Brain Computer Interfaces allow the interaction between a person and their environment using signals extracted directly from the brain. One of the most common non-invasive methods of brain signal acquisition is the electroencephalography (EEG). An EEG based BCI system generally involves four steps: preprocessing, feature extraction, feature selection, and classification. In order to design a real applicable BCI system, it is important to provide: good classification performance, adequate computational cost, robustness to variations of the signal between trials and between subjects, and a classifiers model that cope with highly dimensional data. Ensemble of classifiers is a learning model that, with a proper design, can satisfy those conditions, which make them a good match for a BCI application.
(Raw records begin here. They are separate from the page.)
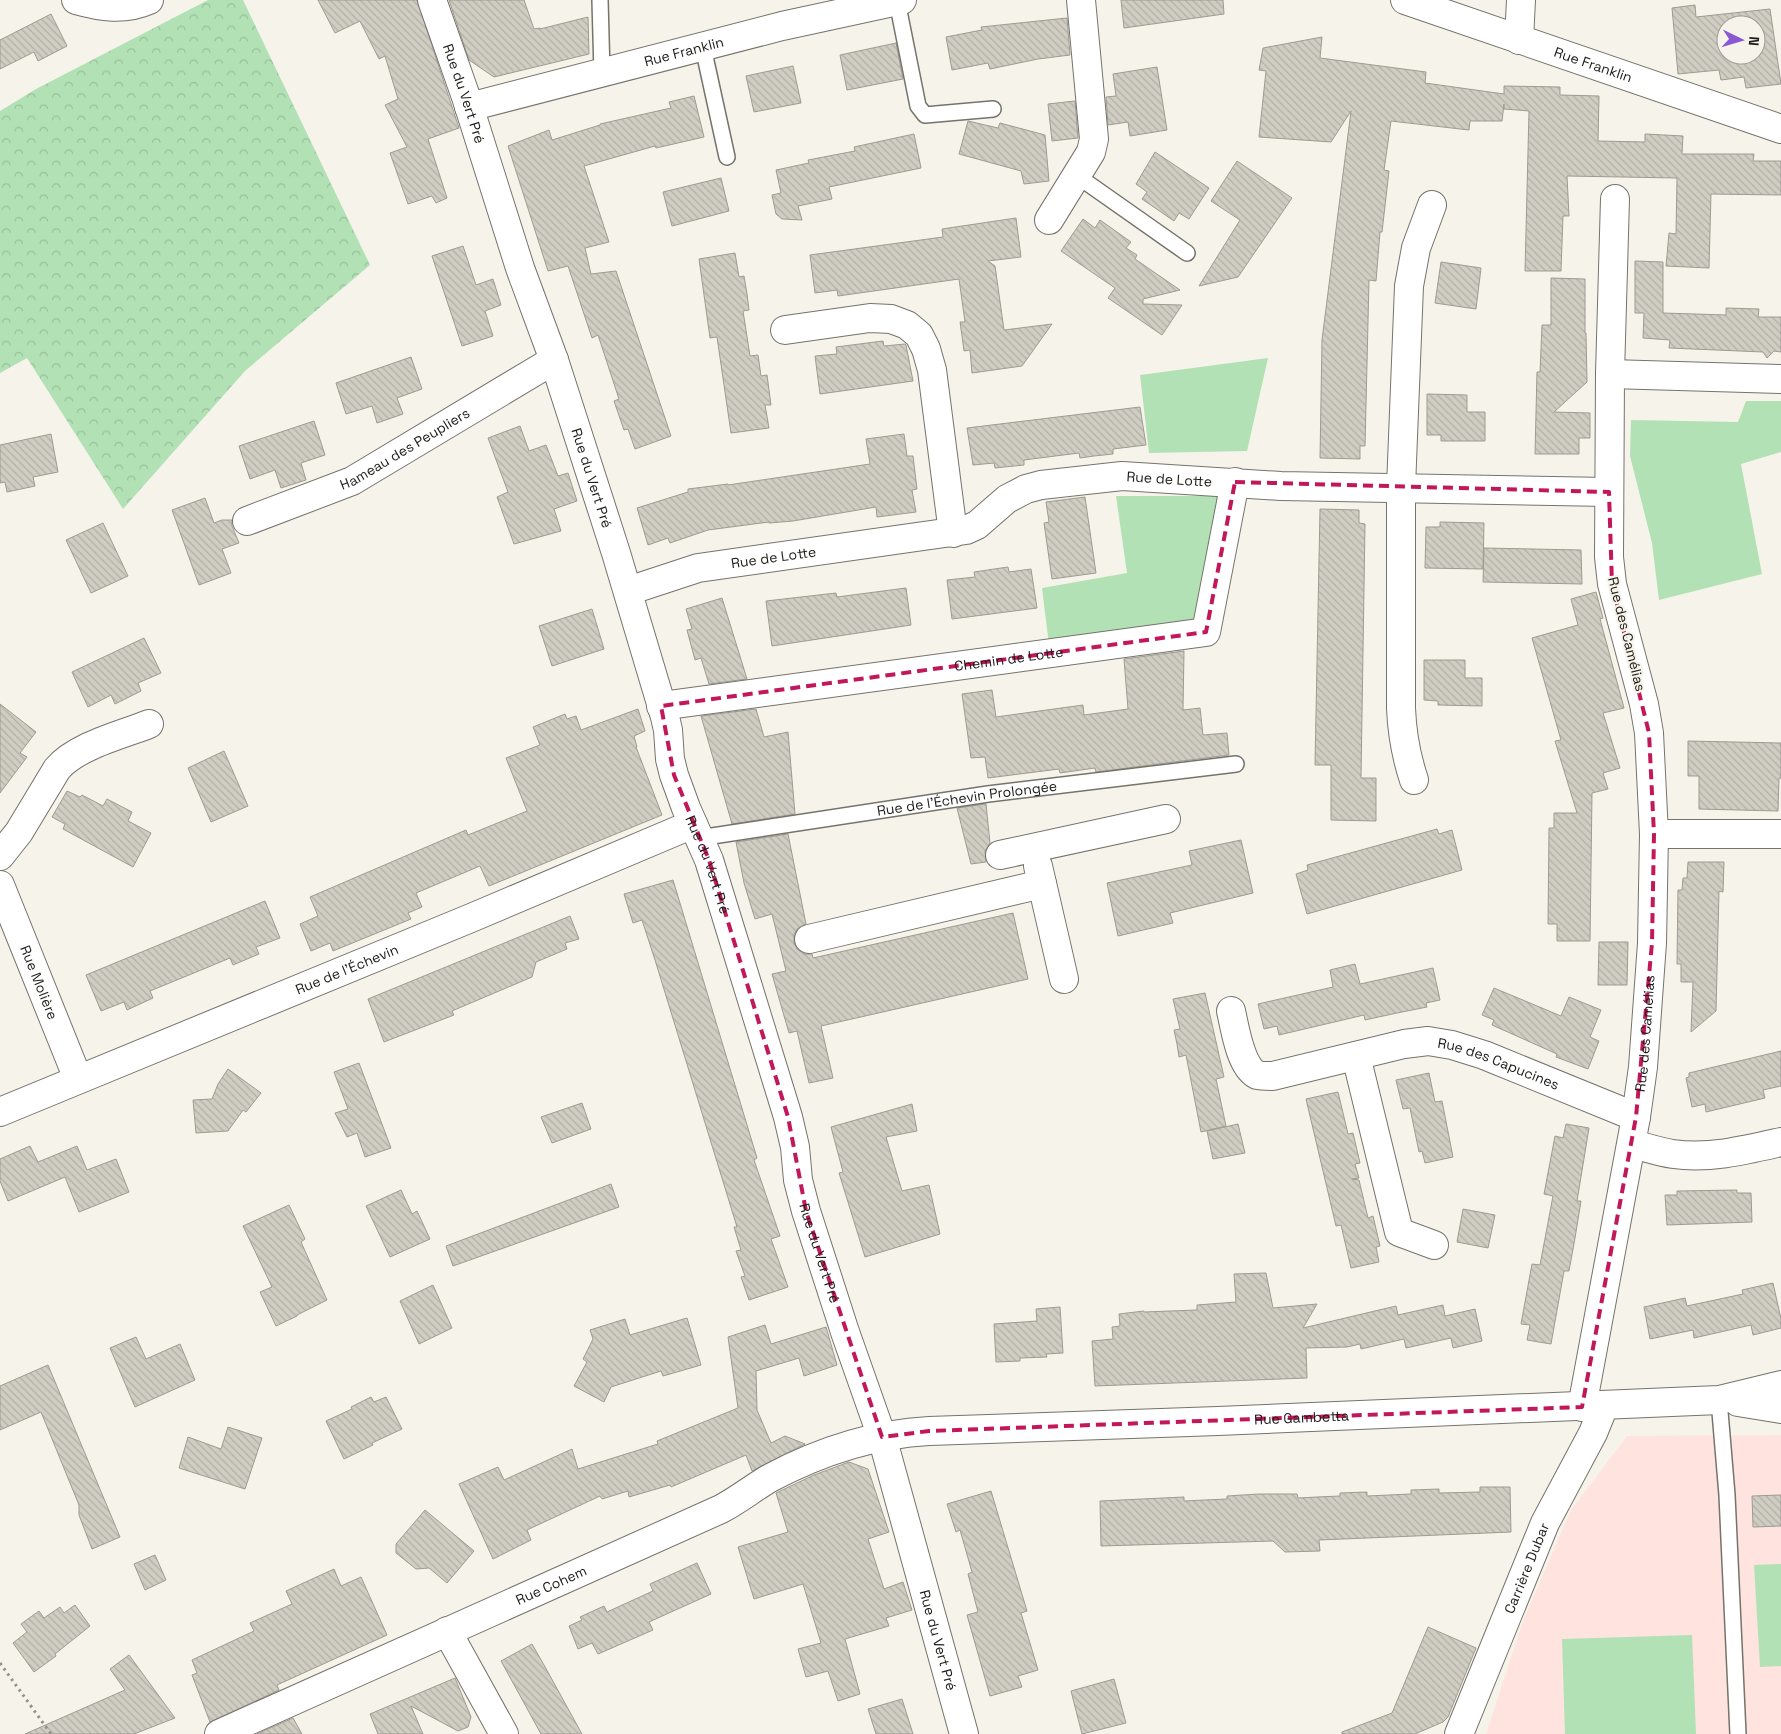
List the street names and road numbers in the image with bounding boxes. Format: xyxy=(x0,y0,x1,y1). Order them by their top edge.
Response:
street label: Rue Franklin xyxy=(642,32,726,70)
street label: Rue du Vert Pré xyxy=(439,41,489,146)
street label: Rue Franklin xyxy=(1552,43,1635,86)
street label: Hameau des Peupliers xyxy=(337,404,473,494)
street label: Rue du Vert Pré xyxy=(567,426,616,530)
street label: Rue de Lotte xyxy=(1126,467,1213,491)
street label: Rue de Lotte xyxy=(730,542,817,572)
street label: Rue des Camélias xyxy=(1604,575,1650,693)
street label: Chemin de Lotte xyxy=(953,642,1065,675)
street label: Rue de l'Échevin Prolongée xyxy=(876,777,1058,820)
street label: Rue du Vert Pré xyxy=(681,813,734,916)
street label: Rue de l'Échevin xyxy=(293,940,401,998)
street label: Rue Molière xyxy=(16,943,62,1022)
street label: Rue des Camélias xyxy=(1631,974,1659,1093)
street label: Rue des Capucines xyxy=(1436,1034,1562,1094)
street label: Rue du Vert Pré xyxy=(795,1201,844,1305)
street label: Rue Gambetta xyxy=(1254,1407,1349,1428)
street label: Carrière Dubar xyxy=(1500,1520,1553,1616)
street label: Rue Cohem xyxy=(513,1561,589,1609)
street label: Rue du Vert Pré xyxy=(916,1588,961,1693)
In this paper, some ensemble of classifiers designs are evaluated and compared with other BCI approaches on three different subjects. In the proposed model, Genetic Algorithm is employed as feature selection method and Wavelet Packet Decomposition as preprocessing procedure. Four fusion methods were applied in the ensembles design, including: Majority Voting, Weighted Majority Voting, Genetic Algorithm for classifier selection and Genetic Algorithm to compute the weights for the Weighted Majority fusion method. The best results were obtained with the Weighted Majority Voting fusion method based on Genetic Algorithm.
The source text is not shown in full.